— WHAT YOU SHOULD DO —
Extract all lines in the data that contain the word "they".

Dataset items
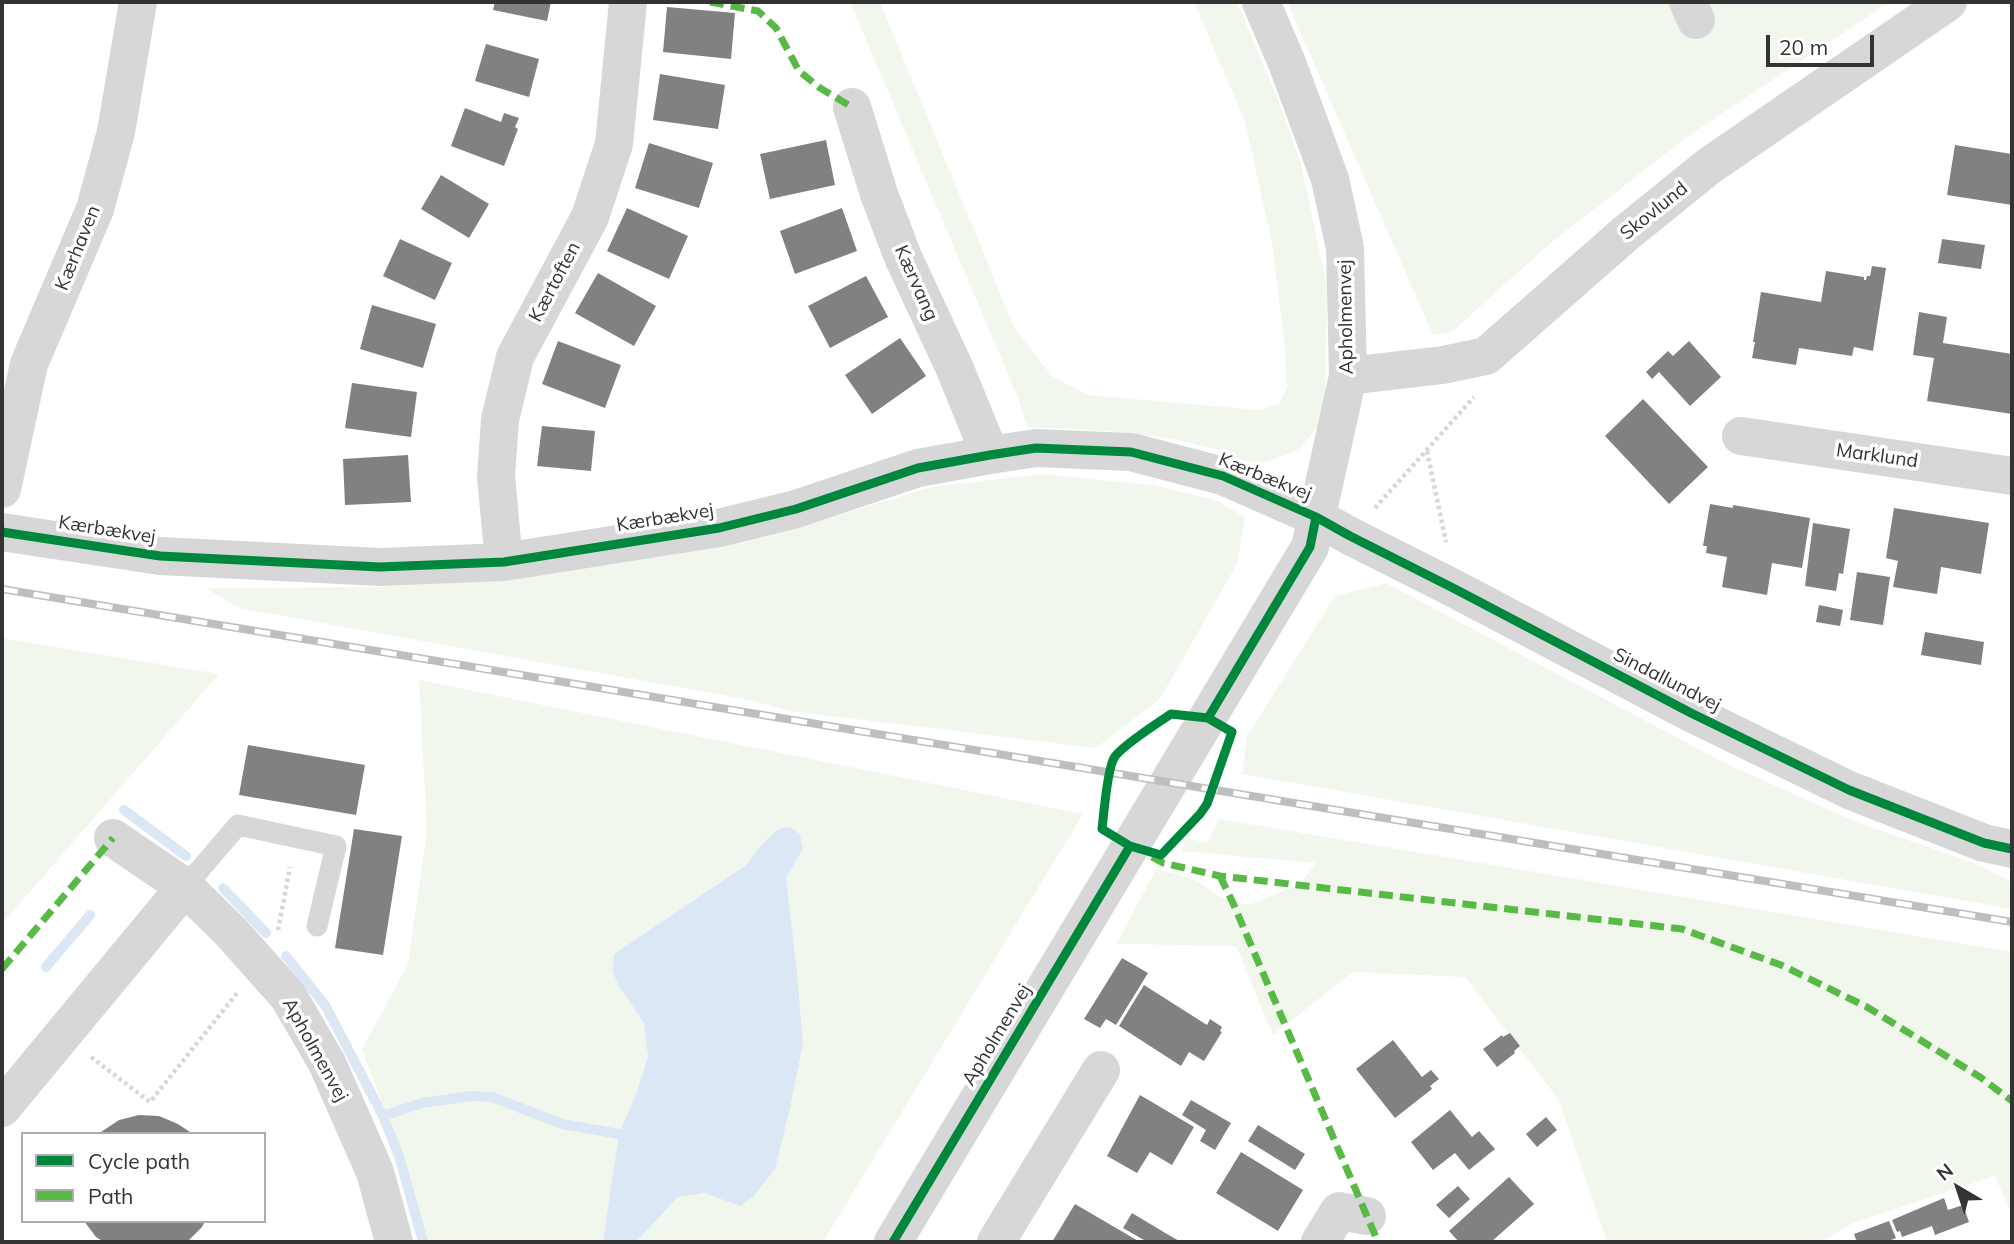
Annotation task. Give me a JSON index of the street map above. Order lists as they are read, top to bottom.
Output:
{
  "streets": {
    "street": [
      "Skovlund",
      "Kærhaven",
      "Kærtoften",
      "Kærvang",
      "Apholmenvej",
      "Marklund",
      "Kærbækvej",
      "Sindallundvej"
    ]
  },
  "crossings": [
    ["Skovlund", "Apholmenvej"],
    ["Kærtoften", "Kærbækvej"],
    ["Kærvang", "Kærbækvej"],
    ["Apholmenvej", "Kærbækvej"],
    ["Apholmenvej", "Sindallundvej"],
    ["Kærbækvej", "Sindallundvej"]
  ],
  "legend": ["Cycle path", "Path"],
  "scale_bar": "20 m",
  "north": "top left"
}
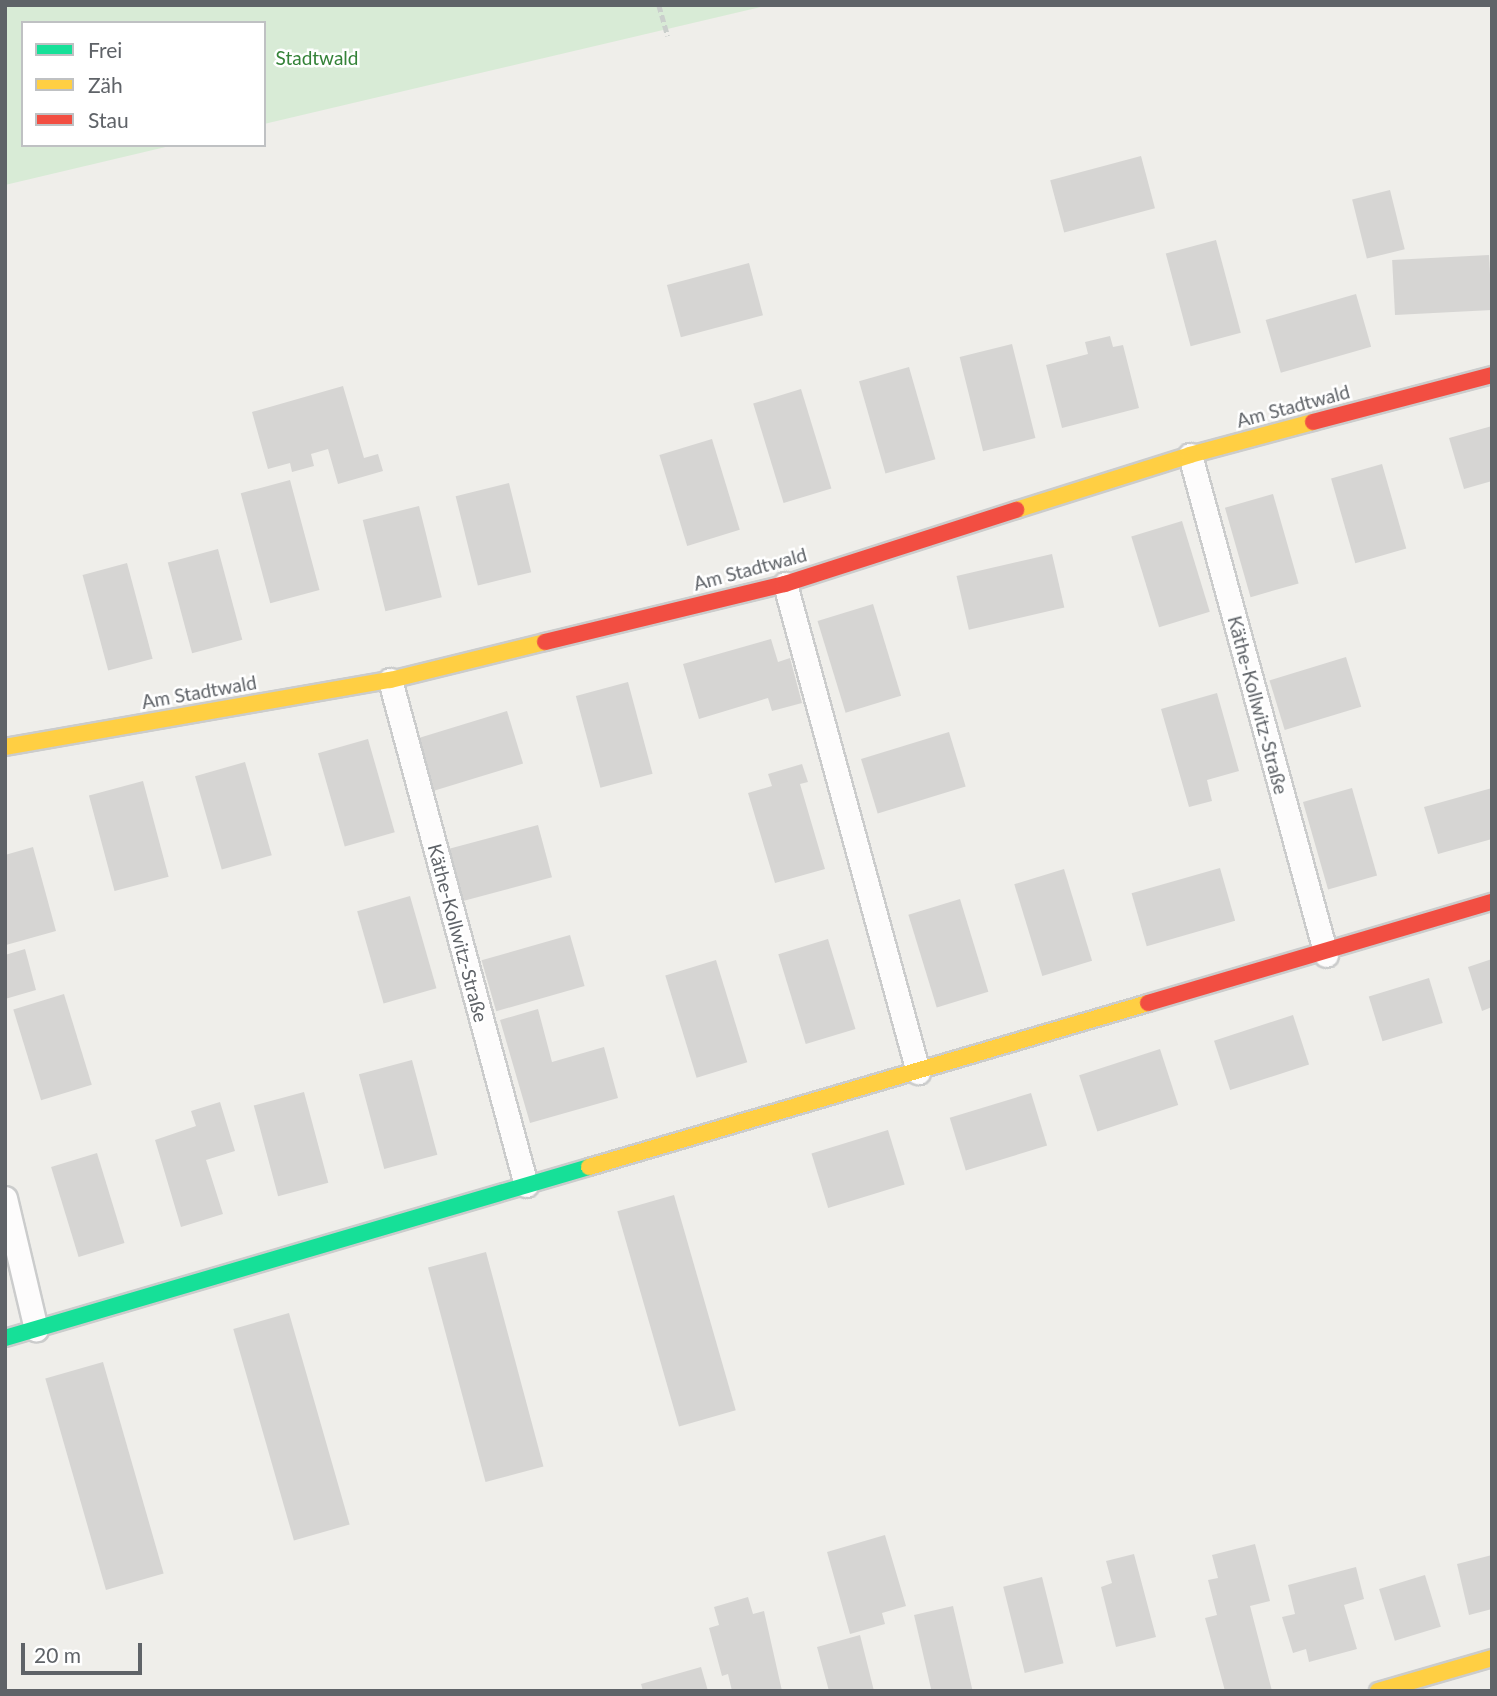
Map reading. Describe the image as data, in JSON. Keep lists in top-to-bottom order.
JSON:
{
  "streets": {
    "street": ["Am Stadtwald"],
    "lane": ["Käthe-Kollwitz-Straße"]
  },
  "crossings": [
    ["Am Stadtwald", "Käthe-Kollwitz-Straße"]
  ],
  "parks": ["Stadtwald"],
  "legend": ["Frei", "Zäh", "Stau"],
  "scale_bar": "20 m"
}
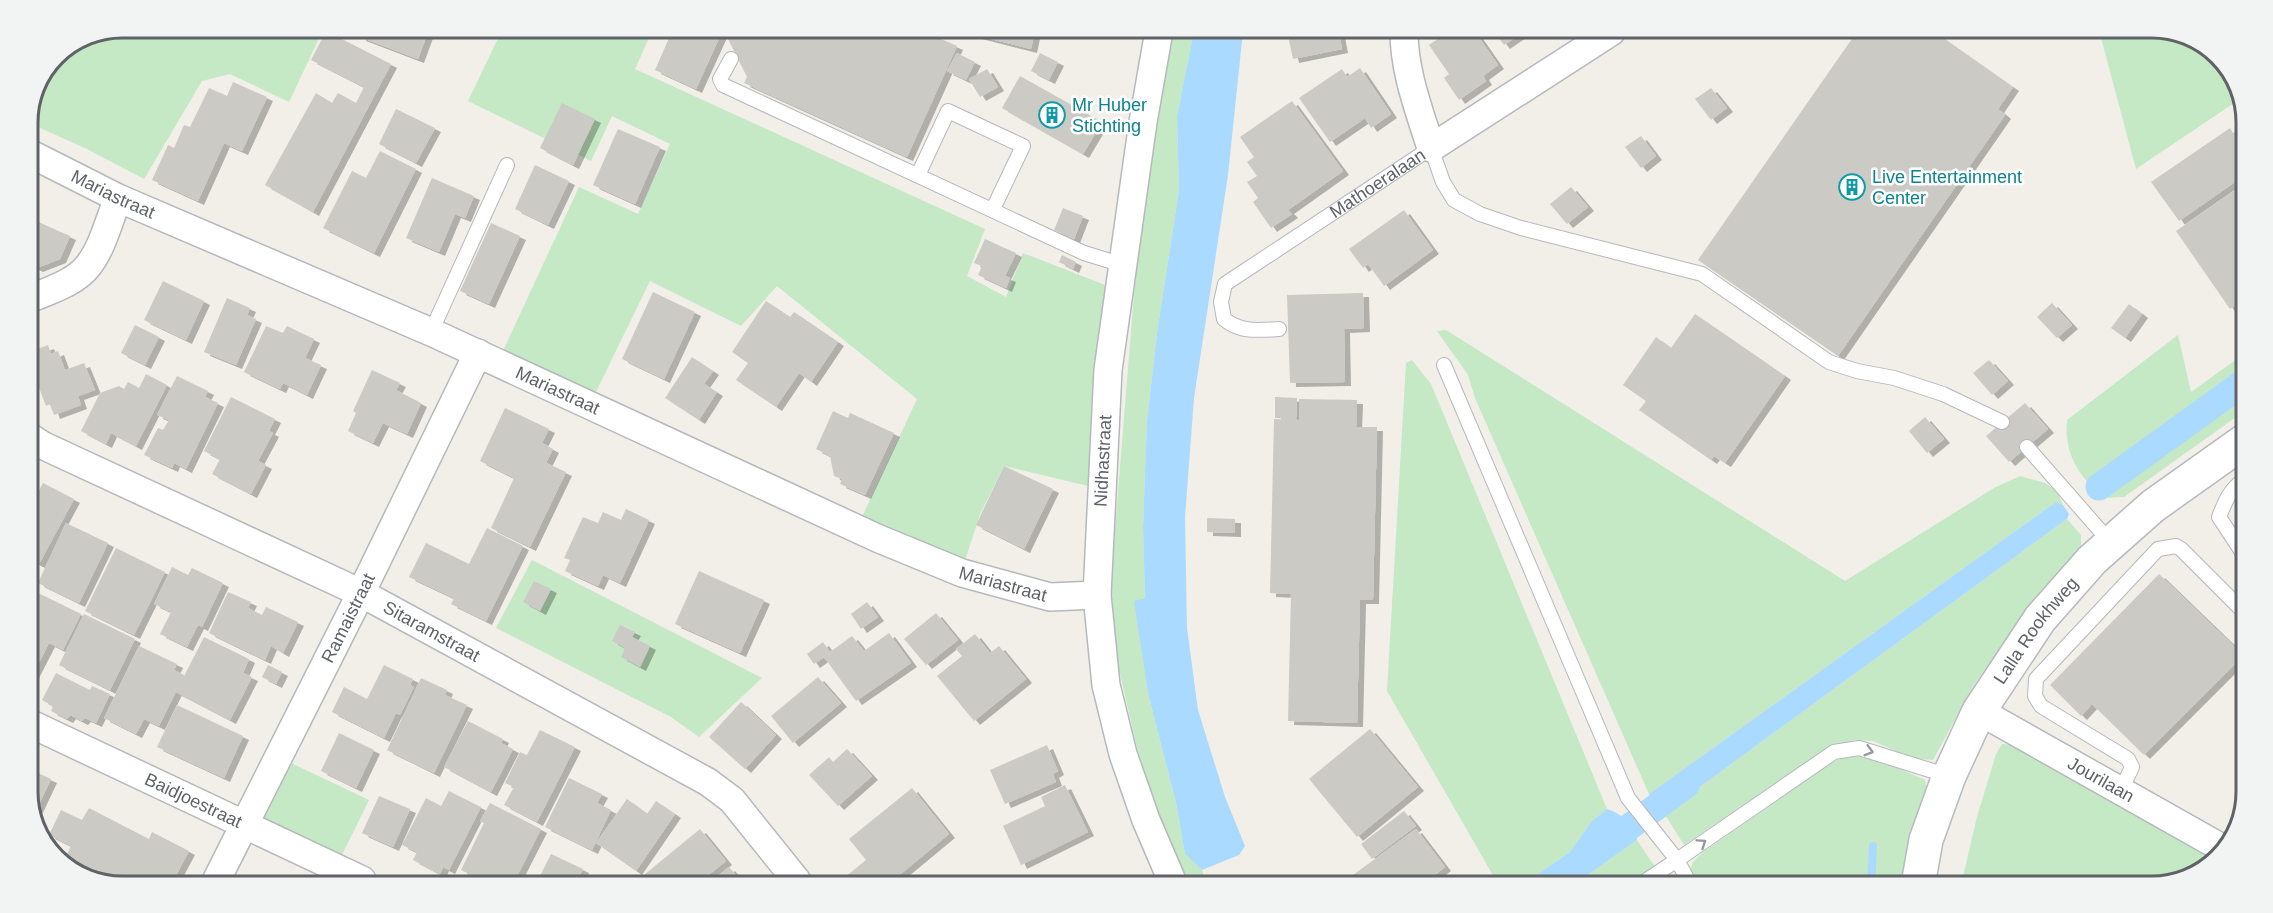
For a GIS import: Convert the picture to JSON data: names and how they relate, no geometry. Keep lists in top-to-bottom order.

— COMPLETED EXERCISE —
Annotation task. Give me a JSON index of the street map above. Order lists as they are read, top to bottom.
For a GIS import: Convert the picture to JSON data: names and how they relate, no geometry. Keep lists in top-to-bottom order.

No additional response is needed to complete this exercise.